Simossis V A, Kleinjung J, Heringa J
Bioinformatics Section, Faculty of Sciences, Vrije Universiteit De Boelelaan 1081A, 1081 HV, Amsterdam, The Netherlands.
Nucleic Acids Res. 2005 Feb 7;33(3):816-24. doi: 10.1093/nar/gki233. Print 2005.
We present a profile-profile multiple alignment strategy that uses database searching to collect homologues for each sequence in a given set, in order to enrich their available evolutionary information for the alignment. For each of the alignment sequences, the putative homologous sequences that score above a pre-defined threshold are incorporated into a position-specific pre-alignment profile. The enriched position-specific profile is used for standard progressive alignment, thereby more accurately describing the characteristic features of the given sequence set. We show that owing to the incorporation of the pre-alignment information into a standard progressive multiple alignment routine, the alignment quality between distant sequences increases significantly and outperforms state-of-the-art methods, such as T-COFFEE and MUSCLE. We also show that although entirely sequence-based, our novel strategy is better at aligning distant sequences when compared with a recent contact-based alignment method. Therefore, our pre-alignment profile strategy should be advantageous for applications that rely on high alignment accuracy such as local structure prediction, comparative modelling and threading.

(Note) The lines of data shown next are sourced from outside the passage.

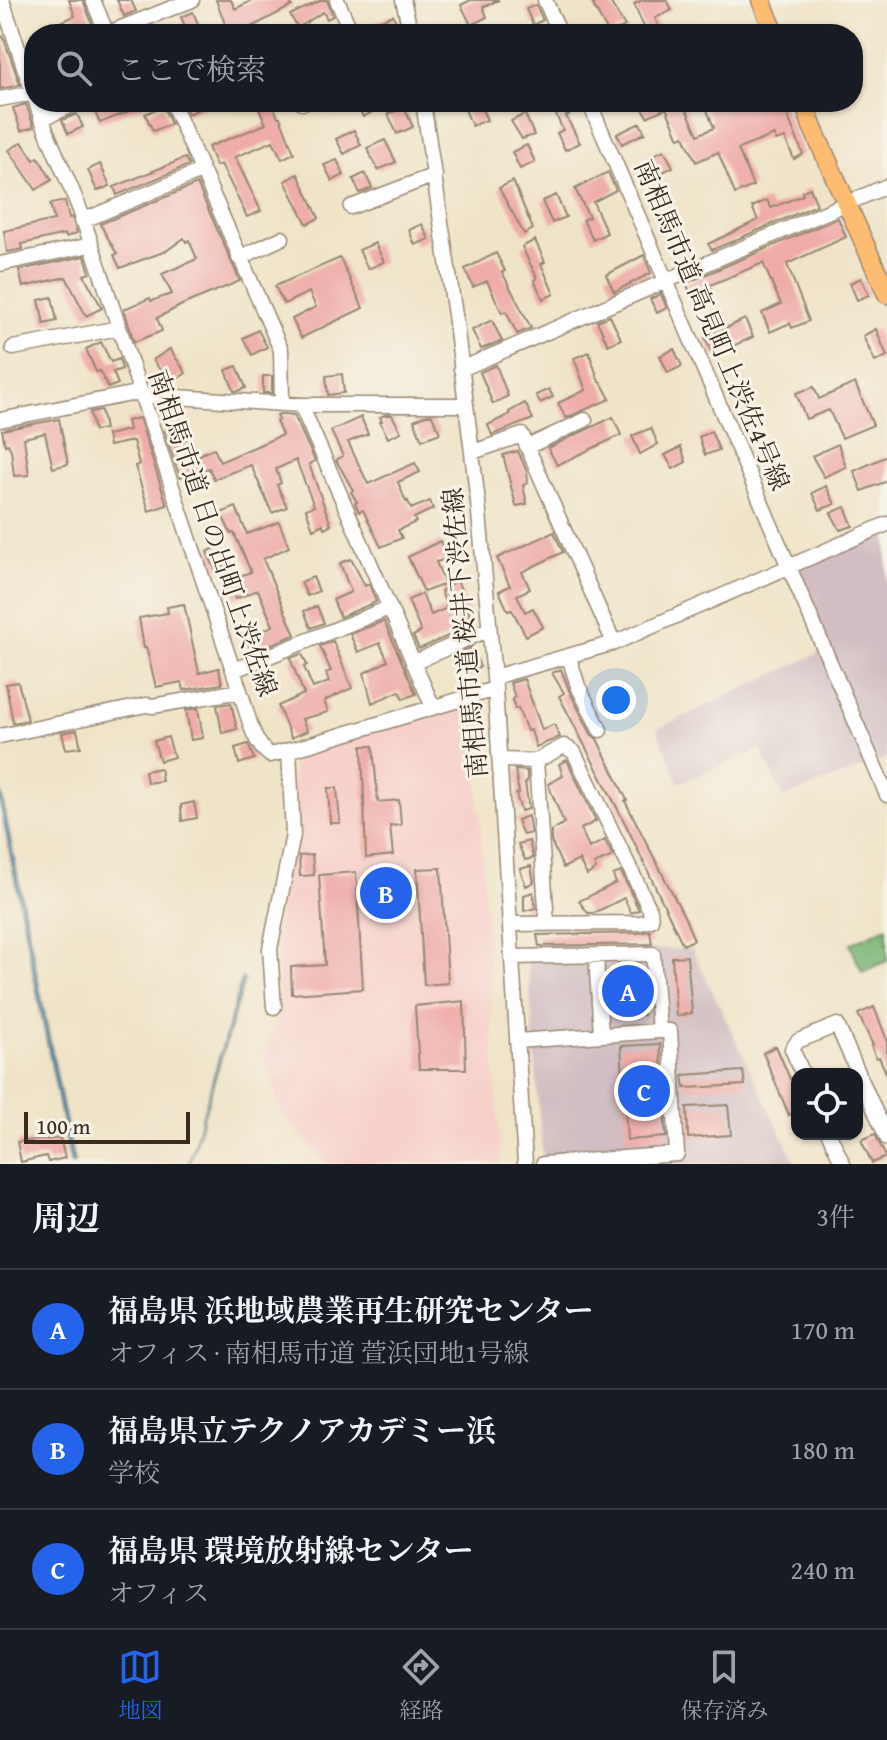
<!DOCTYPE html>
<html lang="ja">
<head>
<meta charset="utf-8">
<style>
	body { margin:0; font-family:"Gentium Book Plus","Noto Serif JP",serif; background:#20242c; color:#f1f3f6 }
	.controls { position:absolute; right:24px; bottom:24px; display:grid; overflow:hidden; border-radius:16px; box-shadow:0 2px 6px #0004 }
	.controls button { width:72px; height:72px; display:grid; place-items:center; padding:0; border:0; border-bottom:2px solid #363941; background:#171b24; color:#f1f3f6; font:40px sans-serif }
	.scale { position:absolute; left:24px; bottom:20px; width:166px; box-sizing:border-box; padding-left:8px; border:4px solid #3b2a1e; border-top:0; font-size:22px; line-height:28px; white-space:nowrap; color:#3b2a1e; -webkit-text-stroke:6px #f7f3e8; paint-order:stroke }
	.you { position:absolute; left:616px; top:700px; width:28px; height:28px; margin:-20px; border:6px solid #fff; border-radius:50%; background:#1a73e8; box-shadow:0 0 0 12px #1a73e833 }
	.badge { display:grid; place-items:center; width:52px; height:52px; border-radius:50%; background:#2563eb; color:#fff; font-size:26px; font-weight:700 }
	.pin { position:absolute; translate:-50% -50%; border:4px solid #fff; box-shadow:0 2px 8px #0006 }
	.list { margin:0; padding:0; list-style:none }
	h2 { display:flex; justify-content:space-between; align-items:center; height:104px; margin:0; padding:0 32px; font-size:34px }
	h2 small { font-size:26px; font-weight:400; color:#9ea1a6 }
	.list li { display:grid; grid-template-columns:52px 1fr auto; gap:24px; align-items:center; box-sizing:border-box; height:120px; padding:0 32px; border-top:2px solid #363941 }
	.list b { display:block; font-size:30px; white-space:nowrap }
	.list p { margin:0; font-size:26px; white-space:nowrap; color:#9ea1a6 }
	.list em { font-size:26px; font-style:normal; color:#9ea1a6 }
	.icon { flex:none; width:44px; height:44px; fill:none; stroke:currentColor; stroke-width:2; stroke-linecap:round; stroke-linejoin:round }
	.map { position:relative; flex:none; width:887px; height:1164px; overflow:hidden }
	.search { position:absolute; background:#171b24; box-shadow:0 2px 6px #0004; left:24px; right:24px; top:24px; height:88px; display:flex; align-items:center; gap:20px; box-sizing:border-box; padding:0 28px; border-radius:32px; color:#9ea1a6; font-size:30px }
	.sheet { height:464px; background:#171b24 }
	nav { display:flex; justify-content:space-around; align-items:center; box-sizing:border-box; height:112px; border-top:2px solid #363941; background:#171b24; font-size:22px; color:#9ea1a6 }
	nav a { display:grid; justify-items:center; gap:4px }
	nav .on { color:#2563eb }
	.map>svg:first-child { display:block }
	.built { fill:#f7d0ca }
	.industrial { fill:#d2bec2 }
	.forest { fill:#78b474; stroke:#5a6f49; stroke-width:2 }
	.water { fill:#65b6e0; stroke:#50707f; stroke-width:2 }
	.building { fill:#efaca9 }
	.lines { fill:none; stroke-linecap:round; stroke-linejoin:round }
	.minor-casing { stroke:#968773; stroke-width:17 }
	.major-casing { stroke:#968773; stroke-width:21 }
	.minor { stroke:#fff; stroke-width:14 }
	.major { stroke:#fdbc70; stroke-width:18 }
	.labels { text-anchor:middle; stroke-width:6; stroke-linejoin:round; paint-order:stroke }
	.street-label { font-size:26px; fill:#3b2a1e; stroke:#f7f3e8 }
</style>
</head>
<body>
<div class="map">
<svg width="887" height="1164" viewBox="0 0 887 1164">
	<rect width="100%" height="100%" fill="#f7f3e8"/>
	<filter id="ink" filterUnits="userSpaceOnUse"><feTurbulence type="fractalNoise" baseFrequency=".0125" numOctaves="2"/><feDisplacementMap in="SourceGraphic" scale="16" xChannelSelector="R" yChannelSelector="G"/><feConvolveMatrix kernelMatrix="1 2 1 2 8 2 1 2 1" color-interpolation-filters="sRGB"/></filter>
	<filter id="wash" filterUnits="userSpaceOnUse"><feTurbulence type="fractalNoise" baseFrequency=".006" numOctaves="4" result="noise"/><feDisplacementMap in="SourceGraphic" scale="32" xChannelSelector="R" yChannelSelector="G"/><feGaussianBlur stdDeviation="1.8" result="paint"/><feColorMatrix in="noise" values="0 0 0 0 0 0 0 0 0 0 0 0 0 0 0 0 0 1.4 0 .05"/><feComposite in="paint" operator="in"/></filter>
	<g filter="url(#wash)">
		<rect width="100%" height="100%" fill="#f0e4c8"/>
		<path class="built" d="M473,701L501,1164H328L281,1114L265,1056L279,1008L276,942L294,769L299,753Z"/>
		<path class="industrial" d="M887,528V758L783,798L761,749L679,783L657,729L827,649L793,570Z
			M524,948L692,949L796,1164H543L528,964Z"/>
		<path class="forest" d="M887,927V961L862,972L850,944Z"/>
		<path class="water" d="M0,788L74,1164H71L0,802Z
			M242,978L244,980L189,1164Z"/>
		<g id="blocks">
			<path class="building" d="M69,0H83L96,34H32L75,16Z
				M117,0H131L136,11L124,16Z
				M216,0H231L235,9L253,0H288L292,6L238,34H229Z
				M322,0H327L333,16L327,19L323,12L298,28L290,15Z
				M471,0H499L483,7L487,17L471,25L461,5Z
				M600,0H609L625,26L609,34L593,5Z
				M642,0H667L672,10L655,18L662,34H647L634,4Z
				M536,5L543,20L533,25L526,9Z
				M193,12L199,26L187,31L181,17Z
				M393,15L401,34H378L373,23Z
				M3,36L20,85L0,89V37Z
				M101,102H152L100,123L92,106Z
				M183,102H216L188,114Z
				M256,102H272L278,117H280L294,153L282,159L273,141L235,157L261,211L247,217L221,164L216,166L208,147L266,124Z
				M356,102H372L376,110L363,117Z
				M462,102H479L487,120L472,126Z
				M550,102H568L573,113L566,116L580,143L565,150L557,133L563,130Z
				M640,102H683L698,135L714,128L704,102H782L803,154L794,159L785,138L776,141L774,135L738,149L753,186L735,194L718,152L696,162L684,136L679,138L666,108L647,117Z
				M26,104L34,127L21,131L13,108Z
				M163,106L171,124L153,131L145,114Z
				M404,107L413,127L397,134L388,114Z
				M77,114L83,127L68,134L62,120Z
				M525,114L534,135L522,139L511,121Z
				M640,123L645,133L622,144L617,134Z
				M354,130L361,145L344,154L336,139Z
				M385,140L396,162L378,170L367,148Z
				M22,142L34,160L38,157L52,180L36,190L9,150Z
				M527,145L535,162L520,169L512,152Z
				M664,150L673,167L661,173L653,155Z
				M185,158L189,165L117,195L114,187Z
				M337,160L344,175L332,181L324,165Z
				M100,164L110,186L97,191L88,170Z
				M608,172L616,190L593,202L607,233L593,240L583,220L589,217L575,189Z
				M365,173L372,188L360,193L353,179Z
				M298,174L319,218L307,224L285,181Z
				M513,181L533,229L524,234L499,188Z
				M197,184L240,281L184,304L157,318L162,331L134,342L124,309L150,298L151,301L172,294L162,274L197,259L189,240L186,242L184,238L166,251L120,268L114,255L117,254L100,224Z
				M810,188L817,205L712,250L708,244L758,220L752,207L767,200L771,208L803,195L802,191Z
				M556,195L566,217L552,223L542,201Z
				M65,201L69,218L72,217L77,233L66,237L65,234L22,244L23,249L7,252L4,231L54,220L50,204Z
				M838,218L846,237L787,264L809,321L792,328L790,323L770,332L762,313L781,304L763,263L710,285L712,290L693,298L686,283Z
				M422,224L429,239L415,245L409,230Z
				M535,240L545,262L541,264L554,294L543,299L534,280L537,278L522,247Z
				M375,243L384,262L368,269L359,250Z
				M496,253L505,271L502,272L531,328L517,334L506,311L502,313L487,281L473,287L465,269Z
				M644,255L651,273L614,292L606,275Z
				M85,256L90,273L84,275L102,308L86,316L66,277L23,287L19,270Z
				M340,258L363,308L301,338L292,319L316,307L309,292L284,304L275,286Z
				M861,278L869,295L857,300L850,283Z
				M661,294L667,308L657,313L650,299Z
				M52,297L57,321L44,324L39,300Z
				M610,316L621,339L608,345L597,321Z
				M745,319L753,337L713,355L705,338Z
				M492,320L502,341L481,349L472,330Z
				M876,329L887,356L875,362L863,336Z
				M258,330L267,347L252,355L243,338Z
				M101,342L111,362L119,359L122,369L113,372L118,384L108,388L100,371L96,372L86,349Z
				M170,349L186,373L170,384L153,360Z
				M674,349L682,366L668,373L660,356Z
				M589,352L599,382H601L610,399L566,418L558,403L586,390L574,358Z
				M496,365L508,396L493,404L480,372Z
				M237,366L246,388L238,391H234L226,370Z
				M342,374L344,393L328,395L326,376Z
				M263,376H272V393H263Z
				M855,383L873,425L842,438L829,410L806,419L796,393L814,387L819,399Z
				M549,389L553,397L540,403L536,395Z
				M525,403L533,419L492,435L488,425L510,414L509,412Z
				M101,410L105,429L94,431L90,412Z
				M279,414L294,415L315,461L309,464L331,525L324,528L323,524L313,529L306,509L314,506L296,460L276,469L281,483L277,485L287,507L272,513L251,465L214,479L209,468L180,478L164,431L182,426L187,439L182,440L188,460L214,448L220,462L282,435L276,421L279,420L277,415Z
				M385,415H392L401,432L388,438L380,422L382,421L380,417Z
				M426,415H432L440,433L422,440L414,420Z
				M361,417L368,434L348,442L368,484L415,463L420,472L398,482L406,502L408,501L411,509L430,501L433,509L414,518L416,522L398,530L402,538L381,547L363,510L359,512L355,503L357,502L351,492L353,490L336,460L343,456L331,431Z
				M613,417L621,435L557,465L548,448Z
				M139,418L167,505L149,511L135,466L139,464L133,441L109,446L107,435L129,430L127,421Z
				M59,419L68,464L53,468L45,433L24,438L29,475L14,476L11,450L8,444L5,445L2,430Z
				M651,428L658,444L640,454L632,436Z
				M711,431L719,450L705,455L699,437Z
				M838,444L846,467L824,477L812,456Z
				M681,447L686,462L673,469L665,455Z
				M518,451L527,472L528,483L523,485L527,504L516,506L503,455Z
				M887,456V481L862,491L854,471Z
				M826,486L835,504L820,510L812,493Z
				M236,507L247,534L279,522L289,547L263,559L295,635L252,652L246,637L273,626L258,590L235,599L228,580L251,572L234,533L231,534L221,513Z
				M845,507L853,526L840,530L831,513Z
				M554,532L563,552L522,572L530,589L517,595L525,612L533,608L543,627L526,636L512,610L508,611L499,591L510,586L497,558Z
				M440,541L447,559L436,562L445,584L424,592L408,557Z
				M221,545L228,565L216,571L207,552Z
				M351,559L365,586L369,584L376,602L340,617L333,600L351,592L340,563Z
				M313,577L319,591L307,596L301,582Z
				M457,579L473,625L419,649L413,636L421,632L408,600L422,594L431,615L447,608L441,591Z
				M184,604L199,673L219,668L222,684L184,690L182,682L156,687L146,647L144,648L139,618L168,613L167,607Z
				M317,606L324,623L311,628L304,611Z
				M384,621L416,694L403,699L400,691L372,703L364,673L388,661L380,643L358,652L350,634Z
				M333,641L352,688L324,701L328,712L302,719L307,731L291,738L278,706L304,694L290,658L302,654L307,665L304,667L313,688L329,682L326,673L331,671L320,646Z
				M472,647L480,667L469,672L461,652Z
				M561,669L569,690L591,734L597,739L627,800L625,801L685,918L694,940L683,945L626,825L559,696L564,693L552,673Z
				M524,679L542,730L554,724L560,737L536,747L531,730L527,731L518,708L515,709L512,699L515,697L510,683Z
				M18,682L28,720L13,723L6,684Z
				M231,703L237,729L222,733L217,705Z
				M198,708L203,738L191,740L186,710Z
				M77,730L81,747L66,749L62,733Z
				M168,737L174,757L160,761L154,741Z
				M248,744L254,759L239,764L235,748Z
				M362,746H373L378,802L399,800L401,825L390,826L393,855L366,858Z
				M567,760L596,821L581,829L589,848L605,840L613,856L594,864L596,869L587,875L579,860L563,868L551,841V831L564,823L548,784L563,776L559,764Z
				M160,768L162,781L147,783L145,771Z
				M515,770L527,771V782L525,783L529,809L521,811L516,794L519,793Z
				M328,788H337L340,823H330Z
				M194,802L197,818L182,821L181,805Z
				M528,816L531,833L523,835L517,820Z
				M529,841L533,858L525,860L518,844Z
				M312,855L314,875L300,876L299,856Z
				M531,866L534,882L526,886L520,869Z
				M441,868L448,983L424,985L417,869Z
				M356,872L363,989L292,994L291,967L325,965L319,875Z
				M621,872L639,910L631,913L624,898L594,913H588L579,901L616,883L613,875Z
				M533,892L536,908L524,911V895Z
				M650,931L652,944L539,946L537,935L640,933Z
				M687,956L692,1013L676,1016L672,957Z
				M637,965L643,1015H619L615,967Z
				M464,1001L466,1069H419L415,1006Z
				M874,1007L887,1040V1075L879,1057L876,1058L871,1046L873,1045L858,1014Z
				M660,1044L666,1137L627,1140L621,1046Z
				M776,1046L790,1079L793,1077L797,1086V1092L794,1093L797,1112L789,1115L763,1053Z
				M743,1071L745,1085L685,1088L683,1075Z
				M728,1105L731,1135L688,1138L687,1107Z
				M875,1134L886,1157L872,1163L861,1140Z
				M60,1138L65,1158L48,1162L46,1156L21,1162L17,1142Z"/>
		</g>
	</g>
	<g filter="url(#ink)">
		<use href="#blocks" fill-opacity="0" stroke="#968773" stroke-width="2"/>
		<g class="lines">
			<g class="minor-casing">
				<path id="minor" d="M2,0L34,97
					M93,0L107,34
					M337,0L352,34
					M403,0L411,34
					M545,0L560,34
					M106,34L192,0
					M0,99L33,93
					M36,102C48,141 67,175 81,213L240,691C247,710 252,744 270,755L298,748L495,689
					M172,102L281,350L282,403
					M423,102L455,315L478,502L495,689L525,1164
					M589,102L887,795
					M302,103L304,102
					M41,119L79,102
					M351,207L435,175
					M82,221L201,171
					M239,258L282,238
					M0,264L91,245
					M13,348L119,328
					M461,369L887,186
					M301,405L433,707
					M0,420L131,394L301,405H466
					M529,446L585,420
					M473,452L522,435L614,643
					M569,657L578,686L600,730
					M413,663L489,629
					M234,670L389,608
					M494,677L614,643L887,524
					M0,736L146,705L153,706L240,691
					M500,760L536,761L564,746L574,752L650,910L651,920L640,923L510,924
					M536,761L547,923
					M596,956L601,1034
					M512,957L653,954L659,1031H670L677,1154L543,1164
					M274,1007L270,949L293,835L289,750
					M517,1041L659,1031
					M803,1074L792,1049L798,1041L837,1025L887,1138
					M829,1134L843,1164"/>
			</g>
			<g class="major-casing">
				<path id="major" d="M761,0L775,34
					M804,102L812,126L887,294"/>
			</g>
			<use href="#minor" class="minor"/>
			<use href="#major" class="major"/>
		</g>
	</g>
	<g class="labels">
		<g class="street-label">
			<text transform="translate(712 325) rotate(67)" y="9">南相馬市道 高見町上渋佐4号線</text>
			<text transform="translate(213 533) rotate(71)" y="9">南相馬市道 日の出町上渋佐線</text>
			<text transform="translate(465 633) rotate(-95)" y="9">南相馬市道 桜井下渋佐線</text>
		</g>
	</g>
</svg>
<div class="controls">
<button><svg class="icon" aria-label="locate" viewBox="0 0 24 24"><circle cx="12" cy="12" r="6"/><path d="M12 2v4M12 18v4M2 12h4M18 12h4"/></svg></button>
</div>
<div class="scale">100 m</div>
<div class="you"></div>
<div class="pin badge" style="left:628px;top:991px">A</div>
<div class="pin badge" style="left:386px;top:893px">B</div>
<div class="pin badge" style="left:644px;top:1091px">C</div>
<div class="search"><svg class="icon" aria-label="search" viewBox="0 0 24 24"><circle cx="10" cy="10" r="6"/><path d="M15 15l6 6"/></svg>ここで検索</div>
</div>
<section class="sheet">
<h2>周辺<small>3件</small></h2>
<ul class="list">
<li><span class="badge">A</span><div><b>福島県 浜地域農業再生研究センター</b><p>オフィス · 南相馬市道 萱浜団地1号線</p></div><em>170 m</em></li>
<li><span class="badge">B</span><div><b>福島県立テクノアカデミー浜</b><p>学校</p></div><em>180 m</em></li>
<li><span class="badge">C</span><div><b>福島県 環境放射線センター</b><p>オフィス</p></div><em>240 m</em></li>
</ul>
</section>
<nav>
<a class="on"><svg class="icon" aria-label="map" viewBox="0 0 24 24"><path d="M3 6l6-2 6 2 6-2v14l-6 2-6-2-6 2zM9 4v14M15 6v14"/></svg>地図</a>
<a><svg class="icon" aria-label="directions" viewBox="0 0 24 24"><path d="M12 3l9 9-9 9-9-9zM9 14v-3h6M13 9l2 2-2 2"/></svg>経路</a>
<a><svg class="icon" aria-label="saved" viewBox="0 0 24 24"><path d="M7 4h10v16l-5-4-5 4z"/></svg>保存済み</a>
</nav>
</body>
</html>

我们提出了一种轮廓-轮廓多重比对策略,该策略使用数据库搜索为给定序列集中的每个序列收集同源物,以便为比对丰富其可用的进化信息。对于每个比对序列,得分高于预定义阈值的推定同源序列被纳入特定位置的预比对轮廓。富集的特定位置轮廓用于标准渐进比对,从而更准确地描述给定序列集的特征。我们表明,由于将预比对信息纳入标准渐进多重比对程序,远缘序列之间的比对质量显著提高,并且优于诸如T-COFFEE和MUSCLE等现有方法。我们还表明,尽管我们的新策略完全基于序列,但与最近基于接触的比对方法相比,在比对远缘序列方面表现更好。因此,我们的预比对轮廓策略对于依赖高比对精度的应用(如局部结构预测、比较建模和穿线法)应该是有利的。